Another election is winding up, so it’s time for the compulsory round of people complaining that the system is flawed and that technology would magically fix some of the problems.
Quite a few are troubled by the pencils, including Clive Palmer, who listed pencils as part of his comprehensive spray against Australia’s “corrupt system”. He told AAP:
“There’s absolutely no way I will win based [on] voting irregularities and the security of the ballots. We think it’s a corrupt system. Until that’s sorted out Abbott won’t be getting any legislation through the Senate with our support.”
But the Australian Electoral Commission has good reasons for using pencils.
“The AEC has found from experience that pencils are the most reliable implements for marking ballot papers. Pencils are practical because they don’t run out and the polling staff check and sharpen pencils as necessary throughout election day. Pencils can be stored between elections, and they work better in tropical areas.”
Besides, if someone intent on defrauding the election broke into the room where the ballots were stored overnight, do you think the best mode of attack would be to erase votes one by one, in a way that couldn’t be detected?
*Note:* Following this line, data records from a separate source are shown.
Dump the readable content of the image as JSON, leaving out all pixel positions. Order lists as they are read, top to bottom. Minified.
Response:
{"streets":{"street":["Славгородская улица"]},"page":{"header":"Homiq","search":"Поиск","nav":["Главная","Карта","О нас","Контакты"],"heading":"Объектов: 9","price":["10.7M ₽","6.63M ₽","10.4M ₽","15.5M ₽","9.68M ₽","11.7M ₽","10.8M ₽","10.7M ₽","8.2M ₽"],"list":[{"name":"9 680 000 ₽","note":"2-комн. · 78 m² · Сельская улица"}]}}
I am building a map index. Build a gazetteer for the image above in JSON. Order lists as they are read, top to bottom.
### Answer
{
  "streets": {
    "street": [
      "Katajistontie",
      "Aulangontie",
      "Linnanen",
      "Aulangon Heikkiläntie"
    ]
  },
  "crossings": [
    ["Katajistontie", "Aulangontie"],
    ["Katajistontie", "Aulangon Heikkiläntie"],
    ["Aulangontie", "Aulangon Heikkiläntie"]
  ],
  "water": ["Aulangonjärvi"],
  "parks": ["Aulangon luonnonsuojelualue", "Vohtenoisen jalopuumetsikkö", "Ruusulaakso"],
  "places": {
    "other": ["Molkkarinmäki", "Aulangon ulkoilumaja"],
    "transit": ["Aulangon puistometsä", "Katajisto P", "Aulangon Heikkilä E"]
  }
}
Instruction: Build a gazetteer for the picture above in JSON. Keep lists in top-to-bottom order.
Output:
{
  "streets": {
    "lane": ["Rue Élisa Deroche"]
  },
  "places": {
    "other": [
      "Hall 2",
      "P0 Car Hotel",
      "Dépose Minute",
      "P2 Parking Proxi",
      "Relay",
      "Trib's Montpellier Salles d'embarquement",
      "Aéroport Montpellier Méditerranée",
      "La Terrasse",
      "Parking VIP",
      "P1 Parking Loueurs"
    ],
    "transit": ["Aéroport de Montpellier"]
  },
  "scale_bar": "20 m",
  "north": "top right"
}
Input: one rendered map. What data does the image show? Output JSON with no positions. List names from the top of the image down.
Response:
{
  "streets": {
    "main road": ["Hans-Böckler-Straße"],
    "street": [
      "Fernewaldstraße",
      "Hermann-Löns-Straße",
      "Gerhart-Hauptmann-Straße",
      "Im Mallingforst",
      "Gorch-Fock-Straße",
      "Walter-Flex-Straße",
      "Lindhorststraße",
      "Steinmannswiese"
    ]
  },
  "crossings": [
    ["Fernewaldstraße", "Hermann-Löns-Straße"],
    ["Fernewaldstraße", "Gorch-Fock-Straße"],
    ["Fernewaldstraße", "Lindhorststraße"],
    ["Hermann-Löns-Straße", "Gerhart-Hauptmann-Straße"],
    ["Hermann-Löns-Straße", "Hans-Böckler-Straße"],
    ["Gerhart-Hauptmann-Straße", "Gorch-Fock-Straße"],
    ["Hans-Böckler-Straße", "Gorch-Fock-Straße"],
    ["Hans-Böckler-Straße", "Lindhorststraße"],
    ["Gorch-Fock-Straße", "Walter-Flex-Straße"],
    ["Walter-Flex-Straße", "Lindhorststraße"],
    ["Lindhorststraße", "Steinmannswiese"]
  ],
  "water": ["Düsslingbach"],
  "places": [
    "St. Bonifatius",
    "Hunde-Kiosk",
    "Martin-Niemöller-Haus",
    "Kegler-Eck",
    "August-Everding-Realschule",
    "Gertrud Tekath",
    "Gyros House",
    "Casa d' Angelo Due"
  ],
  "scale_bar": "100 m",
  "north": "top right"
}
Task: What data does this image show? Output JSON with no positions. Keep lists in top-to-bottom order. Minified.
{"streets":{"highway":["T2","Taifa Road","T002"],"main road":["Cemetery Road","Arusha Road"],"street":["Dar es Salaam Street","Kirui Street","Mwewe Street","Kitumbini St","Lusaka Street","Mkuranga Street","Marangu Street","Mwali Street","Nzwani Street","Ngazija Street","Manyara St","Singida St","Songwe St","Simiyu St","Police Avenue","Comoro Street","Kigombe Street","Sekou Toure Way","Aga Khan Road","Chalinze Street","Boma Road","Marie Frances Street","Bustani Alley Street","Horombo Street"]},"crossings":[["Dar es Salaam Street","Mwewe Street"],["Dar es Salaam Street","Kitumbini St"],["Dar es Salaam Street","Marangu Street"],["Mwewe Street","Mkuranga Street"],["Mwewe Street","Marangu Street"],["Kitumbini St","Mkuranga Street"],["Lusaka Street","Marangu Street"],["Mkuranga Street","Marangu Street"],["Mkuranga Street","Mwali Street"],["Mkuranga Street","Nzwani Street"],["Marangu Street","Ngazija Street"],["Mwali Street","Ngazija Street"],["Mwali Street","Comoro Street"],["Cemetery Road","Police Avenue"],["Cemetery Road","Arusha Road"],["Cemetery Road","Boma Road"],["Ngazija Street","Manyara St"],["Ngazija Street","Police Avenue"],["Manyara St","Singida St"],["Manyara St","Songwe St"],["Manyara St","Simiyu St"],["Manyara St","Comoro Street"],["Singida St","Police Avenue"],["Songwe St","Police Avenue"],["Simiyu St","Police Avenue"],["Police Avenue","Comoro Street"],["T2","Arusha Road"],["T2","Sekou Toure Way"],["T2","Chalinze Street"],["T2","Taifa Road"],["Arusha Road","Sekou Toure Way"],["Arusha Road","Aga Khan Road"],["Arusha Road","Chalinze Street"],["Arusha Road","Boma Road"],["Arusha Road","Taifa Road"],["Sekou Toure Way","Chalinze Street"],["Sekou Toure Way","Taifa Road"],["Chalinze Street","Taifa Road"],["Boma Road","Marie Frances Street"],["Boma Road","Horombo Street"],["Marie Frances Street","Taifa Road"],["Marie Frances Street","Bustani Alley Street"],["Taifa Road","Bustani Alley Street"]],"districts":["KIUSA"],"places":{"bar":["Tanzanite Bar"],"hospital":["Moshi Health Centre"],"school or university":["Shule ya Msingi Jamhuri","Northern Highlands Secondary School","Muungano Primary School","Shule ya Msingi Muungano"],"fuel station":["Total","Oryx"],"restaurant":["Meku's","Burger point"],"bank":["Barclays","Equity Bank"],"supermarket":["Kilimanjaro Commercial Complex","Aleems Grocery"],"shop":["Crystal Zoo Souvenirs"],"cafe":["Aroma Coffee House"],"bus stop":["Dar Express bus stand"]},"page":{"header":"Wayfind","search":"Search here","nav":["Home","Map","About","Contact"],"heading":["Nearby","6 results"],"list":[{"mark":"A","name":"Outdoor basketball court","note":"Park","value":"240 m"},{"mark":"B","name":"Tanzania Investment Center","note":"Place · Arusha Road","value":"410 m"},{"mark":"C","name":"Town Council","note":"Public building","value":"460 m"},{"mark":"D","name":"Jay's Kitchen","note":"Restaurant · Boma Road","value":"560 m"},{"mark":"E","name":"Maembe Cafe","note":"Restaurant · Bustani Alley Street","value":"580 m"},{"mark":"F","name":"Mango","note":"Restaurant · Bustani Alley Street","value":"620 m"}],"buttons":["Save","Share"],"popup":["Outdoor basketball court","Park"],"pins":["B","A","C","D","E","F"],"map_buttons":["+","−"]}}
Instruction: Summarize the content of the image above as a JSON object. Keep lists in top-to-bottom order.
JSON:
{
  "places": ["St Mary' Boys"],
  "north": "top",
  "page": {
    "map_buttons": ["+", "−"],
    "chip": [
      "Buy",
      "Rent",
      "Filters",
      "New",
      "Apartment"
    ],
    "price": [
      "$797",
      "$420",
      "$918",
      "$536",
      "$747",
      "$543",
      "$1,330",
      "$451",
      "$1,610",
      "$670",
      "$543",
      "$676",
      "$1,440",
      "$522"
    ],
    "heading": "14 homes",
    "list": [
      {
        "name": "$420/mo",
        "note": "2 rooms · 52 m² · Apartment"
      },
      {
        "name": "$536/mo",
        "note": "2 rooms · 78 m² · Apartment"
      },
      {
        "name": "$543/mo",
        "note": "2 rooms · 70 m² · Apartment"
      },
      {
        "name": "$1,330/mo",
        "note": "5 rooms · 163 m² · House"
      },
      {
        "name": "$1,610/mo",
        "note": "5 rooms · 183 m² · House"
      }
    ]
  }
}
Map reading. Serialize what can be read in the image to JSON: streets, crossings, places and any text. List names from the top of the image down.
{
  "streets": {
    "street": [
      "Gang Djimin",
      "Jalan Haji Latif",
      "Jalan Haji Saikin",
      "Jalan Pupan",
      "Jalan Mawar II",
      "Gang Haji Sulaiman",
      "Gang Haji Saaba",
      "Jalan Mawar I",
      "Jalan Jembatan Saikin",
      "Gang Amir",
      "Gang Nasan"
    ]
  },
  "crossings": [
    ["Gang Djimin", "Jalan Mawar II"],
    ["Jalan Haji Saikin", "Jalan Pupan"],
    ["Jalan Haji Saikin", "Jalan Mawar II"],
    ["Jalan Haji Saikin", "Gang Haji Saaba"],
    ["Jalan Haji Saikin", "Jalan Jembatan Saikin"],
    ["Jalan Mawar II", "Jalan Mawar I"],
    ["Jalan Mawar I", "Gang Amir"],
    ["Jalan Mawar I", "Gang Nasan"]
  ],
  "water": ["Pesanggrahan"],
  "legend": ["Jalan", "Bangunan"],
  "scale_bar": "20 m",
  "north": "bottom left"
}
Back here on our own planet, on Tuesday Coalition frontbencher Malcolm Turnbull told ABC News 24 that electronic voting could be a cure for what he sees as the high number of informal votes, around 6% of votes cast for the House of Representatives.
“You could vote in the polling booth, a closed network so it couldn’t be hacked over the internet. And if you misnumbered your boxes, the application would say, ‘you haven’t filled in your form correctly, it’s an informal vote. Do you wish to cast an informal vote?’ And if you said yes that would be your choice. But most people would go, ‘oh gosh’, and they would fill it in correctly.”
But would people really be more likely to understand how to fix their votes because the message would be on a computer screen rather than written on the ballot paper itself?
According to the UN’s Human Development Report 2009, 17% of Australians aged 16 to 65 are functionally illiterate — that is, they lack the reading and writing skills needed to perform daily tasks beyond a basic level. It seems reasonable to imagine that many informal votes are the result of functional illiteracy, and computers won’t fix that.
Nor would computers solve the Senate’s problem of massive ballot papers. Indeed, scrolling back and forth through lists of candidates would be likely to be more frustrating — as a usability expert once put it, like trying to read a newspaper through a keyhole.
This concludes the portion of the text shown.